L’un des principaux obstacles au panafricanisme moderne réside dans la fragmentation politique et économique du continent. Chaque État défend prioritairement ses intérêts nationaux, souvent au détriment d’une vision collective. L’Union africaine, censée incarner cette unité, peine à imposer une politique commune forte. Contrairement aux premières décennies post-indépendance, où la coopération était portée par un souffle idéologique, les choix stratégiques actuels sont dominés par le pragmatisme économique et les enjeux de pouvoir. L’unité rêvée cède la place aux intérêts nationaux.

Une dépendance toujours présente
L’un des paradoxes du rejet du panafricanisme par certains dirigeants est leur dépendance aux anciennes puissances coloniales et aux nouvelles influences comme la Chine, la Russie ou les États du Golfe. Les accords économiques et militaires conclus avec ces puissances limitent l’élan d’une indépendance africaine pleine et entière. Les élites politiques, souvent formées dans des cercles occidentaux, sont davantage tournées vers des relations bilatérales que vers une intégration continentale ambitieuse.
*La peur des dirigeants face à une idéologie émancipatrice*
Le panafricanisme n’est pas qu’un projet d’unité, il est aussi un appel à la souveraineté populaire et à la justice sociale. Or, nombre de dirigeants africains actuels redoutent ces aspirations, qui pourraient remettre en cause leur pouvoir. L’héritage des leaders révolutionnaires comme Sankara ou Lumumba est souvent marginalisé, voire combattu, car il représente une remise en cause des systèmes politiques actuels, parfois marqués par l’autoritarisme et la corruption.

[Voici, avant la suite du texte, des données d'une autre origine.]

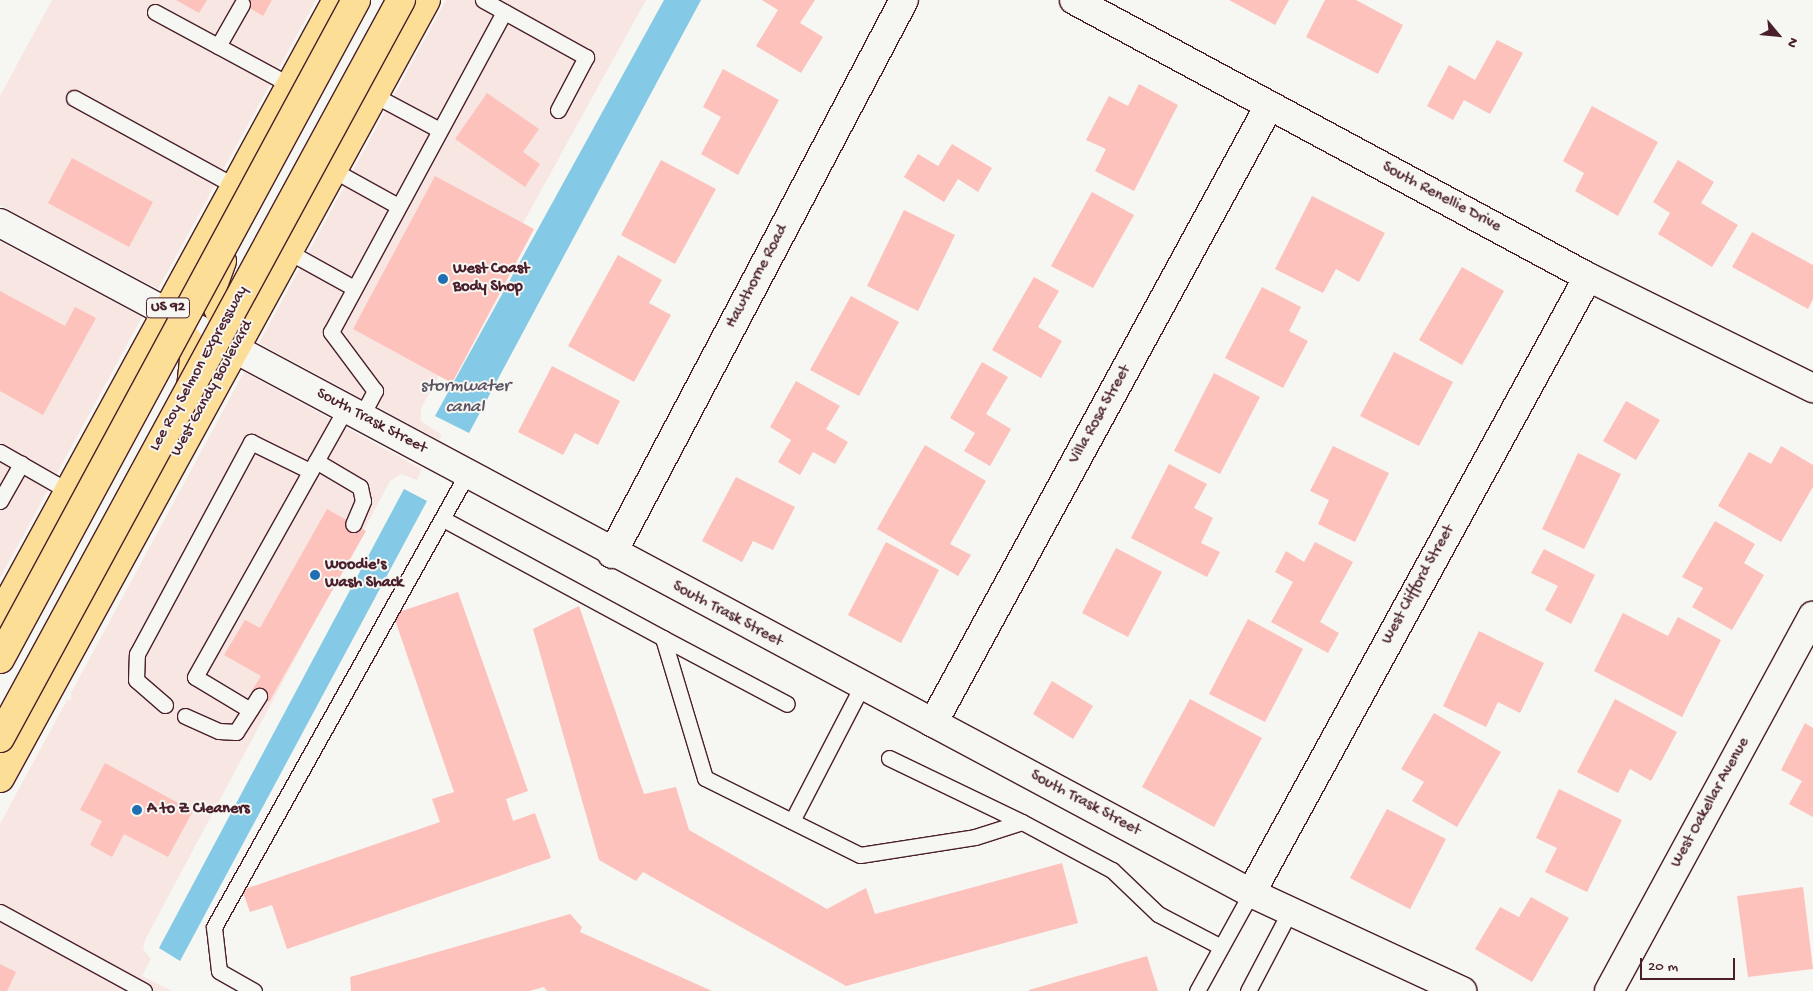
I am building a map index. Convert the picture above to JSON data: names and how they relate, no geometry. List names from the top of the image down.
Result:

Un idéal toujours vivant malgré tout
Malgré son rejet par les élites, le panafricanisme continue de vivre à travers les peuples. Les nouvelles générations, via les réseaux sociaux et les mobilisations citoyennes, ravivent l’idée d’une Afrique forte et souveraine. Le succès de mouvements comme le franc CFA décolonial, l’essor du commerce intra-africain ou la résurgence de discours identitaires montre que l’idéal panafricaniste reste un levier puissant pour l’avenir du continent. Le rejet du panafricanisme par les dirigeants actuels n’est donc pas synonyme de sa disparition. Il appartient aux peuples de s’approprier cette vision et d’en faire une force politique et économique incontournable.